## Problem statement:
In this exercise, the data must be written out exactly.

## Study material:

■ ■ ■ ■ ■

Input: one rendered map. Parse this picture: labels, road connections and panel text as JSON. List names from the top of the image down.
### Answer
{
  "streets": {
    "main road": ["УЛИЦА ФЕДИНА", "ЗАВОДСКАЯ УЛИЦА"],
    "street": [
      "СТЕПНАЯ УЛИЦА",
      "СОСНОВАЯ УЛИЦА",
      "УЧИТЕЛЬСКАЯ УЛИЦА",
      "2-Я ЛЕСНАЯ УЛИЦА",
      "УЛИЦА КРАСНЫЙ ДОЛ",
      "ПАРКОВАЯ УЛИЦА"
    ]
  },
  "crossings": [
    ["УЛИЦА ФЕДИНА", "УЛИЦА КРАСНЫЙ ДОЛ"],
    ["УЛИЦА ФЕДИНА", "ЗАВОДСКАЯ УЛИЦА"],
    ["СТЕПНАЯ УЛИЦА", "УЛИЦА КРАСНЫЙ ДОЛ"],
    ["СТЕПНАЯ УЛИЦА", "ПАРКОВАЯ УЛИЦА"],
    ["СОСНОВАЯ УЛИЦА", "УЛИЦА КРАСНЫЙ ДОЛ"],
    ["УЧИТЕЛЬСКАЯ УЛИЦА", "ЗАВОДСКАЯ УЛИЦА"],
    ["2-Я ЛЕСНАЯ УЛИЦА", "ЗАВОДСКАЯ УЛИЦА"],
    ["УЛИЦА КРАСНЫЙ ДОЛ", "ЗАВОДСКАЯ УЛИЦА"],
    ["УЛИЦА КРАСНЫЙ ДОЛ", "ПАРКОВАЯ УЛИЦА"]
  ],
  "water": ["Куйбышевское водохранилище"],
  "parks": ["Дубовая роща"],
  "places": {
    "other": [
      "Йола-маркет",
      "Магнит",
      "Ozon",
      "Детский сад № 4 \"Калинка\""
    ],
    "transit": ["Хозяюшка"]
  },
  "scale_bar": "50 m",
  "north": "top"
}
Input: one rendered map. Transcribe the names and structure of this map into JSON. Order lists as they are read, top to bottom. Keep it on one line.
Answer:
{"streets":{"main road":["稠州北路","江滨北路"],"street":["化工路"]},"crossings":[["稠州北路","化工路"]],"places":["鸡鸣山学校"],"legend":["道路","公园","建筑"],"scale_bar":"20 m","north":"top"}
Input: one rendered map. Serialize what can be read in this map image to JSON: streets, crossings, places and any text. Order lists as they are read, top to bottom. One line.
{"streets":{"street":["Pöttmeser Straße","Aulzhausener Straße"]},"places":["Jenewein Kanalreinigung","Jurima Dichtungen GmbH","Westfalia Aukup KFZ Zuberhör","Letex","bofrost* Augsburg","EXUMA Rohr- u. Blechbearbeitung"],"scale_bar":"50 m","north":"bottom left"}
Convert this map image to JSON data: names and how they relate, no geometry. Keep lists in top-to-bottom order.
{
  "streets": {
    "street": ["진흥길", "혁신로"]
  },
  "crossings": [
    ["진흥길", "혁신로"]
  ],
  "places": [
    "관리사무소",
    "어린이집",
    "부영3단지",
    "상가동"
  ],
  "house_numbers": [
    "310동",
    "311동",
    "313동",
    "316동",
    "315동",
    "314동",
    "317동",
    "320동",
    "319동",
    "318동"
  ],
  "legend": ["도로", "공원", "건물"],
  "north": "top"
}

■ ■ ■ ■ ■

## Answer to this exercise:
Input: one rendered map. Parse this picture: labels, road connections and panel text as JSON. List names from the top of the image down.
### Answer
{
  "streets": {
    "main road": ["УЛИЦА ФЕДИНА", "ЗАВОДСКАЯ УЛИЦА"],
    "street": [
      "СТЕПНАЯ УЛИЦА",
      "СОСНОВАЯ УЛИЦА",
      "УЧИТЕЛЬСКАЯ УЛИЦА",
      "2-Я ЛЕСНАЯ УЛИЦА",
      "УЛИЦА КРАСНЫЙ ДОЛ",
      "ПАРКОВАЯ УЛИЦА"
    ]
  },
  "crossings": [
    ["УЛИЦА ФЕДИНА", "УЛИЦА КРАСНЫЙ ДОЛ"],
    ["УЛИЦА ФЕДИНА", "ЗАВОДСКАЯ УЛИЦА"],
    ["СТЕПНАЯ УЛИЦА", "УЛИЦА КРАСНЫЙ ДОЛ"],
    ["СТЕПНАЯ УЛИЦА", "ПАРКОВАЯ УЛИЦА"],
    ["СОСНОВАЯ УЛИЦА", "УЛИЦА КРАСНЫЙ ДОЛ"],
    ["УЧИТЕЛЬСКАЯ УЛИЦА", "ЗАВОДСКАЯ УЛИЦА"],
    ["2-Я ЛЕСНАЯ УЛИЦА", "ЗАВОДСКАЯ УЛИЦА"],
    ["УЛИЦА КРАСНЫЙ ДОЛ", "ЗАВОДСКАЯ УЛИЦА"],
    ["УЛИЦА КРАСНЫЙ ДОЛ", "ПАРКОВАЯ УЛИЦА"]
  ],
  "water": ["Куйбышевское водохранилище"],
  "parks": ["Дубовая роща"],
  "places": {
    "other": [
      "Йола-маркет",
      "Магнит",
      "Ozon",
      "Детский сад № 4 \"Калинка\""
    ],
    "transit": ["Хозяюшка"]
  },
  "scale_bar": "50 m",
  "north": "top"
}
Input: one rendered map. Transcribe the names and structure of this map into JSON. Order lists as they are read, top to bottom. Keep it on one line.
Answer:
{"streets":{"main road":["稠州北路","江滨北路"],"street":["化工路"]},"crossings":[["稠州北路","化工路"]],"places":["鸡鸣山学校"],"legend":["道路","公园","建筑"],"scale_bar":"20 m","north":"top"}
Input: one rendered map. Serialize what can be read in this map image to JSON: streets, crossings, places and any text. Order lists as they are read, top to bottom. One line.
{"streets":{"street":["Pöttmeser Straße","Aulzhausener Straße"]},"places":["Jenewein Kanalreinigung","Jurima Dichtungen GmbH","Westfalia Aukup KFZ Zuberhör","Letex","bofrost* Augsburg","EXUMA Rohr- u. Blechbearbeitung"],"scale_bar":"50 m","north":"bottom left"}
Convert this map image to JSON data: names and how they relate, no geometry. Keep lists in top-to-bottom order.
{
  "streets": {
    "street": ["진흥길", "혁신로"]
  },
  "crossings": [
    ["진흥길", "혁신로"]
  ],
  "places": [
    "관리사무소",
    "어린이집",
    "부영3단지",
    "상가동"
  ],
  "house_numbers": [
    "310동",
    "311동",
    "313동",
    "316동",
    "315동",
    "314동",
    "317동",
    "320동",
    "319동",
    "318동"
  ],
  "legend": ["도로", "공원", "건물"],
  "north": "top"
}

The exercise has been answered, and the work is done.